La gara di ieri sera offre diversi spunti di riflessione, tuttavia il titolo sintetizza ciò che abbiamo vissuto.
Che il Genoa formato Ballardini sia quasi mai una show machine, lo sanno tutti e non può essere negato.
Le strade della perfezione porterebbero all’ottenimento dei punti attraverso un gioco spettacolare.
Così era il Barcellona di Guardiola.
Giocava e vinceva facendo girare la testa a tutti.
Che poi quel dream team fosse infarcito di campioni non è fattore secondario.
Il Genoa, non avendo Guardiola, e non essendo nemmeno lontanamente un dream team, deve “accontentarsi” di fare punti anche senza essere considerato una macchina perfetta.
Si chiama pragmatismo ed il vocabolario ne declina così il significato “Atteggiamento improntato a una visione realistica e pratica”.
In soldoni significa poca poesia e tanta prosa.
Il Genoa di ieri è l’estensione pratica del concetto.
Primo tempo da museo delle cere, ripresa condita da cinismo, praticità ed un pizzico di buona sorte, mancata nelle ultime prestazioni.
Troppo brutto per essere vero il primo tempo.
Squadra molle, slegata, lunga, larga, imballata e senza nemmeno troppa verve per utilizzare un eufemismo.
Di contro la squadra del “visionario” D’Aversa del cui oculista semmai ci occuperemo in altre puntate, pur avendo di fronte un Genoa come sopra descritto, non ha voluto, o forse per meglio dire saputo, affondare la presa.
Succede poi che le gare cambino e succede che si diventi pragmatici.
Due tiri in porta, due gol, un terzo sfiorato di un non nulla e la conduzione in porto di un risultato che luccica senza nemmeno tremare troppo.
Di non aver giocato bene, i puristi mi perdonino, me ne frega tanto quanto di sapere circa l’accoppiamento sessuale dei lombrichi, ammesso ci sia.
Ciò che contava non era apparire Guradiolisti ma pratici.
Pratici anche di fronte a coloro che hanno gufato.
Non mi riferisco solo ai vincitori di tappa della Tirreno Adriatico, ma anche a sedicenti Genoani con il vizio di volersi tagliare gli zebedei per dispiacere la consorte.
Tanti, troppi giudizi negativi di soloni da osteria pronti a pontificare sulla squadra, sull’atteggiamento, sulla cifra di gioco.
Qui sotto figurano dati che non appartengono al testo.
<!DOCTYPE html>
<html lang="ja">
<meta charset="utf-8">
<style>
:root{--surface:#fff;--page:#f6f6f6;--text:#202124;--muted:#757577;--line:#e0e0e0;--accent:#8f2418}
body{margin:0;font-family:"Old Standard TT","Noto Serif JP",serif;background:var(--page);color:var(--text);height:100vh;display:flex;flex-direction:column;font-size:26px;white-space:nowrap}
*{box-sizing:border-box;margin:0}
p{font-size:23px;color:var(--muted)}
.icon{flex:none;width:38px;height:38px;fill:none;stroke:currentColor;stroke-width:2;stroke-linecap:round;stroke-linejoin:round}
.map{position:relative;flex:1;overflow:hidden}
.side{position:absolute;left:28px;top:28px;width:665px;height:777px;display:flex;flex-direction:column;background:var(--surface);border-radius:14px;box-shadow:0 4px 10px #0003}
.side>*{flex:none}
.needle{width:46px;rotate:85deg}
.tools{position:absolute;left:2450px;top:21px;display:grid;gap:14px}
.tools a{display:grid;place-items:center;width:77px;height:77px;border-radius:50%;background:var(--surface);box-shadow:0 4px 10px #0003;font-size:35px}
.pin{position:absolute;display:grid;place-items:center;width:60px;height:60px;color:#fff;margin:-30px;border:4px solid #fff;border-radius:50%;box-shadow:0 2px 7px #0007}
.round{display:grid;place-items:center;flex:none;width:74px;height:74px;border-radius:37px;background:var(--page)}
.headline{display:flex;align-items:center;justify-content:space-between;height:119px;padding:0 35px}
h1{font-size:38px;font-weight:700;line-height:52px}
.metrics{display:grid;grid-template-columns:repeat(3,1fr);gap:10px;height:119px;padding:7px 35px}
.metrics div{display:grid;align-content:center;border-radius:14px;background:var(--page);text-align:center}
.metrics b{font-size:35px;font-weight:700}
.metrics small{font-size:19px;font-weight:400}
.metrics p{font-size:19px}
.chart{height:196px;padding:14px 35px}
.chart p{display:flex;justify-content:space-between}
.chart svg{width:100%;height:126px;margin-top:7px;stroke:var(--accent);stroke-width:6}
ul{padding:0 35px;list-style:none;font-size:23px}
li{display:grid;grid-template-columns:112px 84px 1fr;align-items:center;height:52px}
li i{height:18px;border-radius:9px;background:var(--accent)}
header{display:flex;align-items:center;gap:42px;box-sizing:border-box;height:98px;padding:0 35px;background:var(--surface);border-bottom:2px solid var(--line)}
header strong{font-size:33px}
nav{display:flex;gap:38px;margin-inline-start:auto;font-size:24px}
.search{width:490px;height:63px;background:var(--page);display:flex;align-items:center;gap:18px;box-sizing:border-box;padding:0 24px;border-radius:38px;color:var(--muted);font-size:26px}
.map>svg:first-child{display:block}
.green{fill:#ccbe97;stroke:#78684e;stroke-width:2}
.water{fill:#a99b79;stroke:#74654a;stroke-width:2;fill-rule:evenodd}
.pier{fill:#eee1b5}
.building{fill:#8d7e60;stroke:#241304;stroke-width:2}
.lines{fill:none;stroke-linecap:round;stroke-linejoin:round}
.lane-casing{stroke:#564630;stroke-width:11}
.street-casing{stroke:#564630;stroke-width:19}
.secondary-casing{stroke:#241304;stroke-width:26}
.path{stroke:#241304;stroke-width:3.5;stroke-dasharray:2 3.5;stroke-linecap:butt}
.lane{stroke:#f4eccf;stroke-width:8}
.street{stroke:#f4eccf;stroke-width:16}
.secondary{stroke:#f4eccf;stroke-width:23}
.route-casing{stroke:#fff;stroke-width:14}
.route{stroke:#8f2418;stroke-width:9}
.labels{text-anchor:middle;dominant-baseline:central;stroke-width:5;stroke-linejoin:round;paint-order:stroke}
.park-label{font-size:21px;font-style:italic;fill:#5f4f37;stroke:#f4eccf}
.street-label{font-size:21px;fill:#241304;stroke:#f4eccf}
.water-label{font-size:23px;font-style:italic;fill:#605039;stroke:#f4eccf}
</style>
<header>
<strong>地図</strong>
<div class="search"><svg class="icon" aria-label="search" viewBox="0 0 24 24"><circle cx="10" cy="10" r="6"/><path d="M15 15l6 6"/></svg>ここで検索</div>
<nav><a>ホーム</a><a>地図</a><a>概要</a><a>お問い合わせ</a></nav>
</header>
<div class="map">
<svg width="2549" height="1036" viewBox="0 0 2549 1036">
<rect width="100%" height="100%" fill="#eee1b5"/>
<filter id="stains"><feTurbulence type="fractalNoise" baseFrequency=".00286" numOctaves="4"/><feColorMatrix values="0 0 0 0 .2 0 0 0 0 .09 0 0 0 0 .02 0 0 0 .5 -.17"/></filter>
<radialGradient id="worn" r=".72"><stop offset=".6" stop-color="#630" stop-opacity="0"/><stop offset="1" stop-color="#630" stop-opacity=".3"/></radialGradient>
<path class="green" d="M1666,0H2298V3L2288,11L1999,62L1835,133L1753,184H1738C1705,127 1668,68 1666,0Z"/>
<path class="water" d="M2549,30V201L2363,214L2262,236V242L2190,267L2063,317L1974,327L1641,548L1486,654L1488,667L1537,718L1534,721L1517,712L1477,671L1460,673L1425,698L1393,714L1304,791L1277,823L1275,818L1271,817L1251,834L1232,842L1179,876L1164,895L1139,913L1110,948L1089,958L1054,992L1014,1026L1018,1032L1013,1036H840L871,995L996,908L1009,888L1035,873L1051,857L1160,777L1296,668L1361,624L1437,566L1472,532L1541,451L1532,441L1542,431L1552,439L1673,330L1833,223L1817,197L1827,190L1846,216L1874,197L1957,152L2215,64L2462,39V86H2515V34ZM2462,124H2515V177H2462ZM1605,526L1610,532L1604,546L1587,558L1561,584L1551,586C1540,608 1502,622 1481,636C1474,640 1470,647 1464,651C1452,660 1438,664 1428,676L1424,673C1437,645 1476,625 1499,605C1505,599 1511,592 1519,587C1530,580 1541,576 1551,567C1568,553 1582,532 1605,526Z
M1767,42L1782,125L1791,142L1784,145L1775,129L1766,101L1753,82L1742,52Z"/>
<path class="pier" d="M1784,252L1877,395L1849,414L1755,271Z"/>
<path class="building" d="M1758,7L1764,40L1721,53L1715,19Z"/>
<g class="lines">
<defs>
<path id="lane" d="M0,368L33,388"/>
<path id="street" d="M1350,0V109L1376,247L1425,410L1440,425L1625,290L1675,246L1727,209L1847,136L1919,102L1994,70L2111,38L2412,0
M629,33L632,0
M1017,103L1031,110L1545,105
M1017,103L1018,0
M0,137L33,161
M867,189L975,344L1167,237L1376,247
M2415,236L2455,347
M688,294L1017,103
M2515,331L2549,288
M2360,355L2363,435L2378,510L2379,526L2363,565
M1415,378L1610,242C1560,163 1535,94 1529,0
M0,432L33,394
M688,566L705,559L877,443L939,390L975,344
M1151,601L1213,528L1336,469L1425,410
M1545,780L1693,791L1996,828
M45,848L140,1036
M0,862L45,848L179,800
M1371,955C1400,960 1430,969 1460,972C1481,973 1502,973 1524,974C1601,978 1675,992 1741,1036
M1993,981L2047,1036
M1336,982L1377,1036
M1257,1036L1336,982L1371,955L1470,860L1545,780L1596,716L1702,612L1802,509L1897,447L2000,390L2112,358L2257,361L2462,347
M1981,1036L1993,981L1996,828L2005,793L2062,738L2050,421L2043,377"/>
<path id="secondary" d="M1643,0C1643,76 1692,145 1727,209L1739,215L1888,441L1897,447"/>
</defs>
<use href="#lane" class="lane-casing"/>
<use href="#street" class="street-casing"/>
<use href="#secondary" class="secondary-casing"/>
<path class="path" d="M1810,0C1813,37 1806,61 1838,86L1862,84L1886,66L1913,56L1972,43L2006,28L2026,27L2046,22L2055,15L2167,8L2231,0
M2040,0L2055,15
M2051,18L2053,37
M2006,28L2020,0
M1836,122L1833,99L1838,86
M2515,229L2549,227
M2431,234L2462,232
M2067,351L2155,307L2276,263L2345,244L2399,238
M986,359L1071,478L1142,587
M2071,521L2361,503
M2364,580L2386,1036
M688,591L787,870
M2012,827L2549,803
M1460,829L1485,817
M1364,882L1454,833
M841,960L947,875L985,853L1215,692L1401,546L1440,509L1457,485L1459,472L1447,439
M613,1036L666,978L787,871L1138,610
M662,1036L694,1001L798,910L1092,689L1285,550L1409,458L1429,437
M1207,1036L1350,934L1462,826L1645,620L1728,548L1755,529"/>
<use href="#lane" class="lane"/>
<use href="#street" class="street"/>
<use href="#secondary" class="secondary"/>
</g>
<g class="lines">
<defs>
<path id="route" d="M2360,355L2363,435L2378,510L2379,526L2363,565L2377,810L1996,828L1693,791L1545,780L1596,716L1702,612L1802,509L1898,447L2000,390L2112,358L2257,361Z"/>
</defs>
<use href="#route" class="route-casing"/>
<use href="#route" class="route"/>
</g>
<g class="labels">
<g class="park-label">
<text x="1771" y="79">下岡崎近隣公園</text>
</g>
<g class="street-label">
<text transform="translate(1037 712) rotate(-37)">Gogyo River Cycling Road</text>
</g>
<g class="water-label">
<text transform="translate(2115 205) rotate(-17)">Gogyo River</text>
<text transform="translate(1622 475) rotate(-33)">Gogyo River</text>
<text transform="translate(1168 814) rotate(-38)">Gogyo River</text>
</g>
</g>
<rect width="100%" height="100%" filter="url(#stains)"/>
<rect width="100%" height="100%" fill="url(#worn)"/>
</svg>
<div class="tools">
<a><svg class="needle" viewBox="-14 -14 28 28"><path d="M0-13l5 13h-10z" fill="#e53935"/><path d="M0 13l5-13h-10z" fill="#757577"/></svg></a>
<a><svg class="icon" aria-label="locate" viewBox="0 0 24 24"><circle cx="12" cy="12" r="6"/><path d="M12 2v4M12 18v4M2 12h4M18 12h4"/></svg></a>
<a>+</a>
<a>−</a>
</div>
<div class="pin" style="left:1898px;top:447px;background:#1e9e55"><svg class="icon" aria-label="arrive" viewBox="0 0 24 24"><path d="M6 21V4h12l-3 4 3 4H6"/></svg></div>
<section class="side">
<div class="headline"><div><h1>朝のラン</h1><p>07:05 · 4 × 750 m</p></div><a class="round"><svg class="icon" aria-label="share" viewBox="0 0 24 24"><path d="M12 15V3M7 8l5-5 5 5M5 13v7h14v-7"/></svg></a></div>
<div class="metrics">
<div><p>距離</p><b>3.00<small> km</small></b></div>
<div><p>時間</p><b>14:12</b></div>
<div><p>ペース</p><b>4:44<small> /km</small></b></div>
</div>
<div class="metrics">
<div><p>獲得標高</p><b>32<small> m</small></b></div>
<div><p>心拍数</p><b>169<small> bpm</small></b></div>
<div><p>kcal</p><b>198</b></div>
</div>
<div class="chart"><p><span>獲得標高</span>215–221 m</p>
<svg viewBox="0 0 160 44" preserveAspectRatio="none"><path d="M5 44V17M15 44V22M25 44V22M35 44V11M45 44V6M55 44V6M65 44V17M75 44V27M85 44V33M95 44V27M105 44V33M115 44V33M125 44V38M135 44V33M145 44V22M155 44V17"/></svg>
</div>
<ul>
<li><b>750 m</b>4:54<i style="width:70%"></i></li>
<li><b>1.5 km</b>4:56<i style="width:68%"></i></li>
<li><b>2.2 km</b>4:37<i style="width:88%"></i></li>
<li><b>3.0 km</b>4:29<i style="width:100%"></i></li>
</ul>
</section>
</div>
Insomma su tutto.
Non mi permetto di entrare nel profondo io di nessuno.
Tutti noi viviamo la genoanità in maniera differente. C’è chi non guarda certe partite, chi le guarda con distacco, chi mentre cena, chi mentre litiga con moglie, figli, suocera ed amante contemporaneamente, chi le vive tutte d’un fiato.
Non voglio dire che sia giusto un atteggiamento piuttosto che un altro, anche se ho ben chiaro quale sia il mio modo di vedere il Genoa forse anche perché non ho l’amante, ma voglio dire a coloro che di professione fanno i “porta nero” di sfogare in altre maniere i loro propri problemi e frustrazioni.
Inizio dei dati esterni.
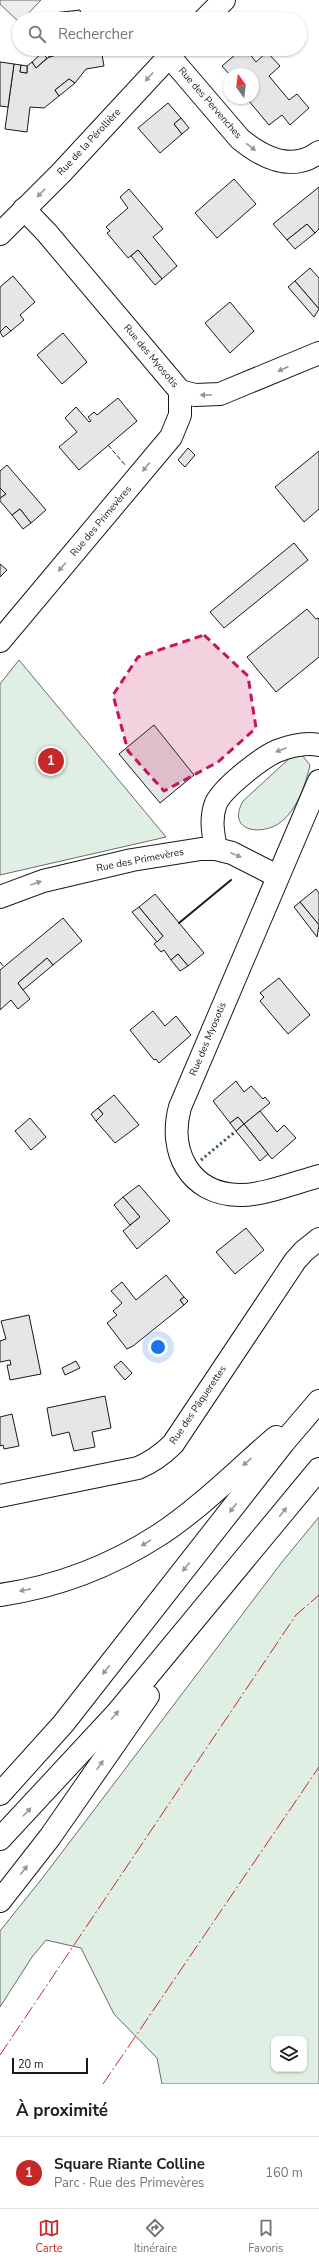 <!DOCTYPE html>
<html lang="fr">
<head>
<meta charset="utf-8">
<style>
  body { margin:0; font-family:"Nunito Sans",sans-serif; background:#f6f6f6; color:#202124 }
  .controls { position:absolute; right:12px; bottom:12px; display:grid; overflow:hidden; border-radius:8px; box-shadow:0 1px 3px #0004 }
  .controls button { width:36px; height:36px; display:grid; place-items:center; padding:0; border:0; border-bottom:1px solid #e0e0e0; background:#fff; color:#202124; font:20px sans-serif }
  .compass { position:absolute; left:223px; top:68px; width:36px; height:36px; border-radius:50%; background:#fff; box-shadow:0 1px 3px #0004; rotate:346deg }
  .scale { position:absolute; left:12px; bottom:10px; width:76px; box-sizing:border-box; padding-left:4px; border:2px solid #1a1a1a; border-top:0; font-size:11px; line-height:14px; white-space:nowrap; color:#1a1a1a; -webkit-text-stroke:3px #fff; paint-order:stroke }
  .you { position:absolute; left:158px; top:1347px; width:14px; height:14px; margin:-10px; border:3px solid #fff; border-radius:50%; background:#1a73e8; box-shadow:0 0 0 6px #1a73e833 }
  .badge { display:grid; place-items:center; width:26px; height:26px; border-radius:50%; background:#c62828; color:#fff; font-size:13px; font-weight:700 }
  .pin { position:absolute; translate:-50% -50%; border:2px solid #fff; box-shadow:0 1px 4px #0006 }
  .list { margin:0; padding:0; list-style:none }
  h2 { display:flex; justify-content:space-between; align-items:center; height:52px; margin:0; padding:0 16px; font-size:17px }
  h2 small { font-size:13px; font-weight:400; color:#757577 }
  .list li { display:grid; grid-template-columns:26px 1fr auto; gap:12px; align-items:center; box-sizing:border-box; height:72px; padding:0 16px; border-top:1px solid #e0e0e0 }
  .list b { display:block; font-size:15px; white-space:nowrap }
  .list p { margin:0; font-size:13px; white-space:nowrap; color:#757577 }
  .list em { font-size:13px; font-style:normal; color:#757577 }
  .icon { flex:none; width:22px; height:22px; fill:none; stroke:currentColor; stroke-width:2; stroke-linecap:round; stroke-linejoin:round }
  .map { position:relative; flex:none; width:319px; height:2084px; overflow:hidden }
  .search { position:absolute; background:#fff; box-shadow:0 1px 3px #0004; left:12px; right:12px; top:12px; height:44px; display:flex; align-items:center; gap:10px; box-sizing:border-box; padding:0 14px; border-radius:22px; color:#757577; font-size:15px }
  .sheet { height:124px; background:#fff }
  nav { display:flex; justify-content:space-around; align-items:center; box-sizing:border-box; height:56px; border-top:1px solid #e0e0e0; background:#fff; font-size:11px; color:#757577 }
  nav a { display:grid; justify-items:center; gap:2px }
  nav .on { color:#c62828 }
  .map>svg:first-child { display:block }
  .green { fill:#e0efe3; stroke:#6a6a6a; fill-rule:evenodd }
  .parking { fill:#ededed; stroke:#6a6a6a }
  .building { fill:#e6e6e6; stroke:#1a1a1a }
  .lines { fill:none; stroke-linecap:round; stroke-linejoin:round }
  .minor-casing { stroke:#1a1a1a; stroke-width:24 }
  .highway-casing { stroke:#1a1a1a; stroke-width:24 }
  .minor { stroke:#fff; stroke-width:22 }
  .highway { stroke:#fff; stroke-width:22 }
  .hedge { stroke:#2b5a34; stroke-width:3; stroke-dasharray:2 3; stroke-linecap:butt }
  .fence { stroke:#1a1a1a; stroke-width:1; stroke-dasharray:5 2; stroke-linecap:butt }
  .wall { stroke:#1a1a1a; stroke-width:2 }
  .power { stroke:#c62828; stroke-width:1; stroke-dasharray:14 3 2 3; stroke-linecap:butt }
  .oneway { fill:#989898 }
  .marked { fill:#c2185b; fill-opacity:0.2; stroke:#c2185b; stroke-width:3; stroke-dasharray:8 5; stroke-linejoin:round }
  .labels { text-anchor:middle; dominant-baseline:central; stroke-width:3; stroke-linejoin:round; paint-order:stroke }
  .street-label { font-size:10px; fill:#1a1a1a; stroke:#fff }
</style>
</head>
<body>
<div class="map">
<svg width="319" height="2084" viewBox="0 0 319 2084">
  <rect width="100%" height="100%" fill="#fff"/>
  <g class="green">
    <polygon points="19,660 166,837 0,875 0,684"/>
    <path d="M302,755l8,10c-4,18 -13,45 -29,57 -20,15 -55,9 -38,-21l49,-45z"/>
    <path d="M319,1517v567h-157l-5,-26 -43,-44 -33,-66 -35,-8 -14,17 -32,50v-76l44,-55 238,-314zM274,2039h30v30h-30z"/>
  </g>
  <polygon class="parking" points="0,0 41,0 23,19 19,19 19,22 0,4"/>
  <g class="building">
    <polygon points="80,10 82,19 45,19 44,14"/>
    <polygon points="48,49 101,49 104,66 86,69 75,83 69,79 55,90 59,96 44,108 30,107 27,132 5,129 14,64 21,65 20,72 27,73 27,66 32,62 36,68 49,57 56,55 55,50"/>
    <polygon points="242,49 246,49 256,62 267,52 280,66 269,76 289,100 297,94 309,108 290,125 282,115 269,125 248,100 253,98 253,74 229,74 222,66"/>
    <polygon points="48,50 55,50 56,55 49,57"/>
    <polygon points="42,53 47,58 36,68 32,62"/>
    <polygon points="0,62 14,64 8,107 0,106"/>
    <polygon points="21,65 27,66 27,73 20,72"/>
    <polygon points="69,79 75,83 59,96 55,90"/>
    <polygon points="168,103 181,118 174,124 182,134 160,153 138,128"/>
    <polygon points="181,118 189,128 182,134 174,124"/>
    <polygon points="234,179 256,204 217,238 195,213"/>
    <polygon points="319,187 319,229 315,233 307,224 287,240 273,224"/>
    <polygon points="129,189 163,229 153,237 177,266 162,279 138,250 128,258 107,233 110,231 106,227 128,208 120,197"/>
    <polygon points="307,224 315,233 295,249 287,240"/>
    <polygon points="138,250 162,279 155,285 131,256"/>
    <polygon points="310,268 319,278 319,309 295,281"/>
    <polygon points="13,276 35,302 20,315 24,320 11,331 6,326 0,332 0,287"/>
    <polygon points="295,281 319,309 314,317 288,287"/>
    <polygon points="230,302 254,331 230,353 205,323"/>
    <polygon points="6,326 11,331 3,337 0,332"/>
    <polygon points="63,333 87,362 62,384 37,355"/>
    <polygon points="118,398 137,421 79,470 59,447 77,432 65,418 76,407 89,422 91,421 88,417 94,412 97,415"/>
    <polygon points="188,448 195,455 185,467 178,460"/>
    <polygon points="319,451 319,509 304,522 275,487"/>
    <polygon points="7,465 46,510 31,523 20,509 12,515 0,501 0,498 6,494 0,488 0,471"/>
    <polygon points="0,488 6,494 0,498"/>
    <polygon points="20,509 31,523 23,529 12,515"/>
    <polygon points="294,543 308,560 224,628 210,612"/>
    <polygon points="0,564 7,570 0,577"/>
    <polygon points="307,609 316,619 318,618 319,619 319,657 276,692 247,657"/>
    <polygon points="154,725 194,775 160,803 119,754"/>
    <polygon points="316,889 319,893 319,925 300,902"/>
    <polygon points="155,894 204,953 188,966 178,954 171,960 164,950 161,952 154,944 163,936 139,907"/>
    <polygon points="300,902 319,925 317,937 294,907"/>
    <polygon points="139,907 163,936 157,942 132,912"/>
    <polygon points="63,918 82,941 53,965 47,958 18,983 30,999 18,1009 11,1000 0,1010 0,970"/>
    <polygon points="178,954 188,966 180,971 171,960"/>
    <polygon points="47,958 53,965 23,990 18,983"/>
    <polygon points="279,978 310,1015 288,1034 260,1001 264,997 260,993"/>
    <polygon points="153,1011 165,1026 176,1016 191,1035 159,1063 156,1059 154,1060 130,1030"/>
    <polygon points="236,1081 244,1092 251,1086 263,1099 265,1097 270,1103 244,1124 238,1117 230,1123 213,1101"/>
    <polygon points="114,1095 139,1125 115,1143 96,1121 103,1114 98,1108"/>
    <polygon points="98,1108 103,1114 96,1121 91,1114"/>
    <polygon points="260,1111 277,1132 284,1125 296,1138 272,1159 244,1124"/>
    <polygon points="238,1117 244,1124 236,1131 230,1123"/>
    <polygon points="30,1118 46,1137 31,1150 15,1131"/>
    <polygon points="244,1124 268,1154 260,1161 236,1131"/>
    <polygon points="139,1185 170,1221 137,1249 123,1231 140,1217 123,1197"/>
    <polygon points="123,1197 140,1217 130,1225 114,1205"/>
    <polygon points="246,1228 264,1250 235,1274 216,1252"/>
    <polygon points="166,1275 184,1297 180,1300 184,1305 133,1346 127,1349 107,1323 117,1315 113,1311 122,1303 111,1291 122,1282 136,1300"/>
    <polygon points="184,1297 188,1301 184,1305 180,1300"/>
    <polygon points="29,1315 41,1374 10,1380 7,1365 11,1365 10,1360 0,1362 0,1341 6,1339 1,1321"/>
    <polygon points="76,1361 80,1368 65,1375 62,1368"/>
    <polygon points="121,1361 132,1373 125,1380 114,1367"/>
    <polygon points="105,1396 111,1428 92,1432 95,1447 74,1451 69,1432 52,1436 47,1408"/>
    <polygon points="12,1414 19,1446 4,1449 3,1445 0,1446 0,1417"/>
  </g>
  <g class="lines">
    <g class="minor-casing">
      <g id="minor">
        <polyline points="205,19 224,0"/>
        <path d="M169,56l71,83c22,18 52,34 79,13"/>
        <polyline points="24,209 47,233 180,391 195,395 220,394 319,353"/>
        <polyline points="0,234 61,173 176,49"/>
        <polyline points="0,641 171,437 180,415 180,391"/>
        <path d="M319,781l-139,326c-12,44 9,87 59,88 22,1 58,-13 80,-19"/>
        <path d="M216,849c-3,-16 -6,-31 0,-46 7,-15 45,-45 61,-52 13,-5 28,-9 42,-6"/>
        <polyline points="0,897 43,881 132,860 201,849 216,849 232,853 277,876"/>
        <path d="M0,1496l138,-28c14,-6 24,-13 35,-24l122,-183 9,-10 15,-12"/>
      </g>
    </g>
    <g class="highway-casing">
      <g id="highway">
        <path d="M0,1595c56,-8 111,-29 159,-60 39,-25 81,-67 117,-98"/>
        <polyline points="0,1794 63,1724 284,1442 319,1401"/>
        <polyline points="0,1839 117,1713 319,1469"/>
        <polyline points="0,1901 50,1837 148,1696"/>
      </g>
    </g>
    <use href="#minor" class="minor"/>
    <use href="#highway" class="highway"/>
    <polyline class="hedge" points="201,1160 236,1131"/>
    <g class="fence">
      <polyline points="108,445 126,466"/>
      <polyline points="0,962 4,967"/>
    </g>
    <polyline class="wall" points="179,923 231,880"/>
    <g class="power">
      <polyline points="0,2055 296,1615 319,1595"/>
      <polyline points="103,2084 319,1767"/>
    </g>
  </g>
  <defs><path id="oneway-solid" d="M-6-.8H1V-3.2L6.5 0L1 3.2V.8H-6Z"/></defs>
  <g class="oneway">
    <use href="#oneway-solid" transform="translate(149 77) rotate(132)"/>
    <use href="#oneway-solid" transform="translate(251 147) rotate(37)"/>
    <use href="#oneway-solid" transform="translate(41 193) rotate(135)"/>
    <use href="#oneway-solid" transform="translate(283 369) rotate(156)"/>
    <use href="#oneway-solid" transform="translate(206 395) rotate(180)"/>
    <use href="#oneway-solid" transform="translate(146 467) rotate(130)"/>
    <use href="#oneway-solid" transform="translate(62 567) rotate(130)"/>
    <use href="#oneway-solid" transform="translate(281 750) rotate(159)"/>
    <use href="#oneway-solid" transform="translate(236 855) rotate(22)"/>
    <use href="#oneway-solid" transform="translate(36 883) rotate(-19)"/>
    <use href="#oneway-solid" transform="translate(247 1462) rotate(139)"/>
    <use href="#oneway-solid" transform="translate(233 1508) rotate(128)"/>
    <use href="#oneway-solid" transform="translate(283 1512) rotate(-51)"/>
    <use href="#oneway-solid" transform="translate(146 1543) rotate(149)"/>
    <use href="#oneway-solid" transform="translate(186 1567) rotate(128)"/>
    <use href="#oneway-solid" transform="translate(25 1590) rotate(169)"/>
    <use href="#oneway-solid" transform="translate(106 1670) rotate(128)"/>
    <use href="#oneway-solid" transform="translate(115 1715) rotate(-49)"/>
    <use href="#oneway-solid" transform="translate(100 1765) rotate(-55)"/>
    <use href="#oneway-solid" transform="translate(27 1812) rotate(-46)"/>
    <use href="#oneway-solid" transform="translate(24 1870) rotate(-52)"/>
  </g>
  <path class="marked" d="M204,635l44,41 8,52 -38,34 -54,29 -36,-40 -15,-56 25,-38z"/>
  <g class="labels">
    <g class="street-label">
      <text transform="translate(210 103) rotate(49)">Rue des Pervenches</text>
      <text transform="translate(89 142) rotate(-47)">Rue de la Pérollière</text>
      <text transform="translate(151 356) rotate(50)">Rue des Myosotis</text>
      <text transform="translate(101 521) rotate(-50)">Rue des Primevères</text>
      <text transform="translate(140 860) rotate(-11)">Rue des Primevères</text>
      <text transform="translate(208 1039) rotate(-67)">Rue des Myosotis</text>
      <text transform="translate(198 1405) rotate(-56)">Rue des Pâquerettes</text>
    </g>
  </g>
</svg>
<div class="controls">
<button><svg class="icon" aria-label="layers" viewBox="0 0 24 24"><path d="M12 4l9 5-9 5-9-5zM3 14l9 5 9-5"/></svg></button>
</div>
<svg class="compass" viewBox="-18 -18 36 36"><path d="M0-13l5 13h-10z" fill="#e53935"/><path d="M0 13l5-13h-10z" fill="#757577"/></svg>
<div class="scale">20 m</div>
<div class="you"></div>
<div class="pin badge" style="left:51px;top:761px">1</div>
<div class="search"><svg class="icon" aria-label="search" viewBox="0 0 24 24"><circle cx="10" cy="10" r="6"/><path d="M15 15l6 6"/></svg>Rechercher</div>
</div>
<section class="sheet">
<h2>À proximité<small></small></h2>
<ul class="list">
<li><span class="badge">1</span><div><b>Square Riante Colline</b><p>Parc · Rue des Primevères</p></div><em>160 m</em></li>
</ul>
</section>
<nav>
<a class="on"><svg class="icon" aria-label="map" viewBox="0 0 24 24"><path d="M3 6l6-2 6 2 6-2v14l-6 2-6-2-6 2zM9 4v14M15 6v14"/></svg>Carte</a>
<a><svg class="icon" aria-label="directions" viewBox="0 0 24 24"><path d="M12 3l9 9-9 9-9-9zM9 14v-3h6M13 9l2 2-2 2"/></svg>Itinéraire</a>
<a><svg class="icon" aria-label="saved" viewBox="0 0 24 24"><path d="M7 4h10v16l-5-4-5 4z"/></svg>Favoris</a>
</nav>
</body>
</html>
Esistono tante passeggiate, escursioni o forse basta, banalmente, anche un computer giocattolo con il quale si fa poco danno.
Si, perché, leggere certi commenti infastidisce.
Un conto è una disamina oggettiva ancorché cruda. Un conto è vomitare sulla tastiera concetti a casaccio.
Dal vomito di sentenze allo psicodramma collettivo, sportivamente parlando, è un attimo.
Così come in un attimo si passa dal Guardiolismo al Ballardinismo godendo, vi assicuro, con un’intensità che non è semplice da spiegare se non attingendo ad effetti sonori poco raccomandabili alle educande.